── Dataset content

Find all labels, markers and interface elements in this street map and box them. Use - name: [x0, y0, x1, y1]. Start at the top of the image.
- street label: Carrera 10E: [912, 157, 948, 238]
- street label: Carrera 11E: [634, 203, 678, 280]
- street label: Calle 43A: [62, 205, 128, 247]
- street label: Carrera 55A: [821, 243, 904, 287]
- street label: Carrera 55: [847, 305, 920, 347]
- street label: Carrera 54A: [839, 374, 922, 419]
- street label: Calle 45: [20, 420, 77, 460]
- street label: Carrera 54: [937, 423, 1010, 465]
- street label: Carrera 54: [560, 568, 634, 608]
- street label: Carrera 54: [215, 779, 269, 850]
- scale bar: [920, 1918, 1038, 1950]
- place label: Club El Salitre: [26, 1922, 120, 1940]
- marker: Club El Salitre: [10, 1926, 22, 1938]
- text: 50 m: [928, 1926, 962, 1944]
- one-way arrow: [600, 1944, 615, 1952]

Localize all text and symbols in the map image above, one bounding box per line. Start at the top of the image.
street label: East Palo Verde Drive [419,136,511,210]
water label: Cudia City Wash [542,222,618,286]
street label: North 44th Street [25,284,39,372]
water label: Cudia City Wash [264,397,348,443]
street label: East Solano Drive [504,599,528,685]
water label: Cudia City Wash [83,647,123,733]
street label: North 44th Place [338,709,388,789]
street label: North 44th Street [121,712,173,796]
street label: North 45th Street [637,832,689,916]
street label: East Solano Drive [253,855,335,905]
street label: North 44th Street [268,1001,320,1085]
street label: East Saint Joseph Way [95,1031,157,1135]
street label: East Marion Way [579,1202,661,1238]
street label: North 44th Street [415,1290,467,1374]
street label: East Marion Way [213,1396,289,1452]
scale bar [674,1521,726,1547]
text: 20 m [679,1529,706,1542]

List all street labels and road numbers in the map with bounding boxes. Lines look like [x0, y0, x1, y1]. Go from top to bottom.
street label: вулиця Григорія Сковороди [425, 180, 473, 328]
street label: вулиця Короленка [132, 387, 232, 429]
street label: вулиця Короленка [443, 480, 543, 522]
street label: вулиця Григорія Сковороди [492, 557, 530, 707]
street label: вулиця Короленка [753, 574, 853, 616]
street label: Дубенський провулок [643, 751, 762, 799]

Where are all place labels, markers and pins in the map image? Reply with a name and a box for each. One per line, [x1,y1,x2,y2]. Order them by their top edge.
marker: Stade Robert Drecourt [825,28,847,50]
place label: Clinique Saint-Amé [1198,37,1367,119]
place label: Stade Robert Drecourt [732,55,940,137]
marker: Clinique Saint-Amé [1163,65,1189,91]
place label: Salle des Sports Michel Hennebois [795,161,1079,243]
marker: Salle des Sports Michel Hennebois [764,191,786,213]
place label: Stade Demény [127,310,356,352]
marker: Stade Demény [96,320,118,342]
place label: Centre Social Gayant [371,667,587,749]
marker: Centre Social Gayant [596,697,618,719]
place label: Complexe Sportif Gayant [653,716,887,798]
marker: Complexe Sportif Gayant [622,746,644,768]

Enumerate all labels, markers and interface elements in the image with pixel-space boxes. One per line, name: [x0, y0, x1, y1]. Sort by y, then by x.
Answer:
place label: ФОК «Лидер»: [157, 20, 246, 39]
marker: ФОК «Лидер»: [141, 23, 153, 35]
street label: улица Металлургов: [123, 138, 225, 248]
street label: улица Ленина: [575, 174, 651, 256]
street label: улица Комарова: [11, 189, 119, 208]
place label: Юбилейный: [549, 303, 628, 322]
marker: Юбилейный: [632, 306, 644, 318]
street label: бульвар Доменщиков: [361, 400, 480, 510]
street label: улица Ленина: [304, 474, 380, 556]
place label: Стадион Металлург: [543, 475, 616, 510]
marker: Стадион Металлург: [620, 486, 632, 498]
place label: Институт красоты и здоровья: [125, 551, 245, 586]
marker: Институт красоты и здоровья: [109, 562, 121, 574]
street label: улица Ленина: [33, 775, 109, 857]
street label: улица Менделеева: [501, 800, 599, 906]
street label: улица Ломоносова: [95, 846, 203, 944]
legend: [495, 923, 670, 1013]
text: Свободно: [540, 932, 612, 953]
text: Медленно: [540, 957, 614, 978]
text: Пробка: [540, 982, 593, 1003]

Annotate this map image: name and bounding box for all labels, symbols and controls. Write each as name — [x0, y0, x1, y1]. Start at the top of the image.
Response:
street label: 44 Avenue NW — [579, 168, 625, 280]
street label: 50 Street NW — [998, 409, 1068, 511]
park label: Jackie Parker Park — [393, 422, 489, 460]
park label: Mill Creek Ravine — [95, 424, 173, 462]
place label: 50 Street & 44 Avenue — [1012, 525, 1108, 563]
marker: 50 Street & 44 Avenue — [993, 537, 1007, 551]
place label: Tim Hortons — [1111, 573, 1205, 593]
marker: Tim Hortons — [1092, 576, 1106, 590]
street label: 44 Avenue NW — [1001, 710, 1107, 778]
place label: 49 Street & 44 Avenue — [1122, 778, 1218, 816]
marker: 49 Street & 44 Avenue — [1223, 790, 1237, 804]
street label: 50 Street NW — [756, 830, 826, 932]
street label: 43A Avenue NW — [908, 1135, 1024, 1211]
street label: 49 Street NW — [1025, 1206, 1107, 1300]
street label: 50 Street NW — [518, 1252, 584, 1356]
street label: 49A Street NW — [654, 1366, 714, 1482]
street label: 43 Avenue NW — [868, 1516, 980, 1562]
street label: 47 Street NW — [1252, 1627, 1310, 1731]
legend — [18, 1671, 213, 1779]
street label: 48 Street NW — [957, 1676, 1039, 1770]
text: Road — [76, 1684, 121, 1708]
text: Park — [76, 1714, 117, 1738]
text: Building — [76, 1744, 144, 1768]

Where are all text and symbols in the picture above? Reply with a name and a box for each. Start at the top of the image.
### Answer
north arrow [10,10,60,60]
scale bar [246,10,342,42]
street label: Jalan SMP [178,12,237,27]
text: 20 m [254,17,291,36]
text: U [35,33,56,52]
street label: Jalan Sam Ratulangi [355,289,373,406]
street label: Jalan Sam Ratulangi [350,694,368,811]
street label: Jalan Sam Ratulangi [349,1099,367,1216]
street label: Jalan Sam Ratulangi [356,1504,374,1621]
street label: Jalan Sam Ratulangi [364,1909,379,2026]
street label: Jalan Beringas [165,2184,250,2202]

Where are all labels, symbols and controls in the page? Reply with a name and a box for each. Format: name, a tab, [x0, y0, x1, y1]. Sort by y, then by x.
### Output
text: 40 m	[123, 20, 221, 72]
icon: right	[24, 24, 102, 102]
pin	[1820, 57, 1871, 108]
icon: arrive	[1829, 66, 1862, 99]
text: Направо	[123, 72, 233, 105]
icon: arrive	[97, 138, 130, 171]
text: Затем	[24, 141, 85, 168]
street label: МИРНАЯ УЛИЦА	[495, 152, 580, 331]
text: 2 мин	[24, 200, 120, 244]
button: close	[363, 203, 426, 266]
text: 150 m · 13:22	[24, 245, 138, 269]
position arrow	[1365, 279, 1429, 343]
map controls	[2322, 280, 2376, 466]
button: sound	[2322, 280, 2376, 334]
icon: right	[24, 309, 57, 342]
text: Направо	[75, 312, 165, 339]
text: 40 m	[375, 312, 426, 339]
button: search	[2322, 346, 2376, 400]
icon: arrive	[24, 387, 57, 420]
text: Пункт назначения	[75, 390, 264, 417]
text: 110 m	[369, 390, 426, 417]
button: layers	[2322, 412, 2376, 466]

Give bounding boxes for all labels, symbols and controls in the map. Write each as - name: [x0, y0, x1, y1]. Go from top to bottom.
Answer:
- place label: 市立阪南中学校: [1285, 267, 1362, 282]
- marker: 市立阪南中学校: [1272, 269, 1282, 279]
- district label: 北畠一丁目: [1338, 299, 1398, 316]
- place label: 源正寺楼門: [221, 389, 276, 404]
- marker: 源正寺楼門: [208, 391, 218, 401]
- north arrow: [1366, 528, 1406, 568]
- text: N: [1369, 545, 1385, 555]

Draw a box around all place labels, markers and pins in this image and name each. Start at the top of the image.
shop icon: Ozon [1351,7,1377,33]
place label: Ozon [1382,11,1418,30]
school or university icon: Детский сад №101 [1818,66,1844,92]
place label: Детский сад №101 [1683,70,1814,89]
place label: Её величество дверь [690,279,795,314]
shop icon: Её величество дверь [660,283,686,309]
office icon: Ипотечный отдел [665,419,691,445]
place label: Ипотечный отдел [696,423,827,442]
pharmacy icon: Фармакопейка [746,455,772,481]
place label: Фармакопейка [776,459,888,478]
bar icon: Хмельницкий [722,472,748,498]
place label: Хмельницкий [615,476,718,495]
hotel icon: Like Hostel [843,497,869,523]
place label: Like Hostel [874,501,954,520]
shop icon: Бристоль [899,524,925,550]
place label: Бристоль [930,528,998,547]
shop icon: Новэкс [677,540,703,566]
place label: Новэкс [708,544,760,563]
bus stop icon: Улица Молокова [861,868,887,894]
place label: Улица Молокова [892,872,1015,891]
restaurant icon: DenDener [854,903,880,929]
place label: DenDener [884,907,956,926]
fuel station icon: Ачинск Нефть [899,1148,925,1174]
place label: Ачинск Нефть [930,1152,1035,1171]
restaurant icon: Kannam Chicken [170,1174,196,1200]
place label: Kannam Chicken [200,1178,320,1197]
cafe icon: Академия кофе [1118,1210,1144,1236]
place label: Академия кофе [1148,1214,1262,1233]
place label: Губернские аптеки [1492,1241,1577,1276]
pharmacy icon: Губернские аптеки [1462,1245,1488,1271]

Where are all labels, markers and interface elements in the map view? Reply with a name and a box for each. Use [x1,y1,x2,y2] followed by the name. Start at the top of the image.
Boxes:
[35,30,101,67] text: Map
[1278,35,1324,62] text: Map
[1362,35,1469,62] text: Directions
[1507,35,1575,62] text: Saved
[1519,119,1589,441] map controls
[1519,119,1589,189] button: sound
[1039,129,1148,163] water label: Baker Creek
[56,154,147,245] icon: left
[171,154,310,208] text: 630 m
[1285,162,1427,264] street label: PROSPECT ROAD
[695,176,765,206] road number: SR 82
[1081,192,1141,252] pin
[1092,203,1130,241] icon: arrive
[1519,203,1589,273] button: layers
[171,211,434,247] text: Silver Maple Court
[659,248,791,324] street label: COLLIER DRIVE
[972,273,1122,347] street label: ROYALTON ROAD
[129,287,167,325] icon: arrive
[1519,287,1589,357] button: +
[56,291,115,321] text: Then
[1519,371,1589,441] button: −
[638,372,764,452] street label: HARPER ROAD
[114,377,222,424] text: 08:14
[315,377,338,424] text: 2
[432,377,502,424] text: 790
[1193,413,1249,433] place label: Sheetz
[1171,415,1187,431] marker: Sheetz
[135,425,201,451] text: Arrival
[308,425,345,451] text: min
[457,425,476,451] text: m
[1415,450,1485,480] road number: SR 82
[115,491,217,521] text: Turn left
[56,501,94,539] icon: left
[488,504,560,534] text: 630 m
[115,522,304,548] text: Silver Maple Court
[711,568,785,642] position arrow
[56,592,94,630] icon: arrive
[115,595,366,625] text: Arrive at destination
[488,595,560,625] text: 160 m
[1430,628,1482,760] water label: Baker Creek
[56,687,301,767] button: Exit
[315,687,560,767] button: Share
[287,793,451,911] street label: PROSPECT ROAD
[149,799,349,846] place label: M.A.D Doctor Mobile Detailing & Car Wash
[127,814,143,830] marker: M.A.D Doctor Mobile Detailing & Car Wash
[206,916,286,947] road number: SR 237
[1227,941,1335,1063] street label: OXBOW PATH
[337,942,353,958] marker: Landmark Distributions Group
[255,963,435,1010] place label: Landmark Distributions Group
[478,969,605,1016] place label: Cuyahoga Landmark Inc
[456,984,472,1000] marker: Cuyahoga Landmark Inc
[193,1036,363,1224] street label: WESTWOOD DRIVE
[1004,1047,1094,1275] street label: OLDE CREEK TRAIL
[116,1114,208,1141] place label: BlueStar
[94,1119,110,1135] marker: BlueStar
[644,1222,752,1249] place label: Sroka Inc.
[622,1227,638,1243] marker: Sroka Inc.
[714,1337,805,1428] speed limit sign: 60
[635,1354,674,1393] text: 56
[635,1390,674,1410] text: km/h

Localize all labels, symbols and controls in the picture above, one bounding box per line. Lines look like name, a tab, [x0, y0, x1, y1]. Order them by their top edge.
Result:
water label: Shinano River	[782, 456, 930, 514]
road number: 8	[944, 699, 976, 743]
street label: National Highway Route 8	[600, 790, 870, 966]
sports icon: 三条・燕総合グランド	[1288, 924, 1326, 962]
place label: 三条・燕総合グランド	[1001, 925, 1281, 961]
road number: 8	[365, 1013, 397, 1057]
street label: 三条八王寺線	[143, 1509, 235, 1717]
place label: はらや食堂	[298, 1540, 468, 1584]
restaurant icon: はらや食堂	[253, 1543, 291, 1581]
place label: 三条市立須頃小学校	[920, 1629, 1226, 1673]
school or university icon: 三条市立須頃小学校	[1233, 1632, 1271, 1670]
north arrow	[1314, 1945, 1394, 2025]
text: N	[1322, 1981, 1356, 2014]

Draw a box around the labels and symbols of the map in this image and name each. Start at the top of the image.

────

**Task goal**: Go through the data line by line and work out how many lines contain "Write". Give only that number.

**Answer section**: 2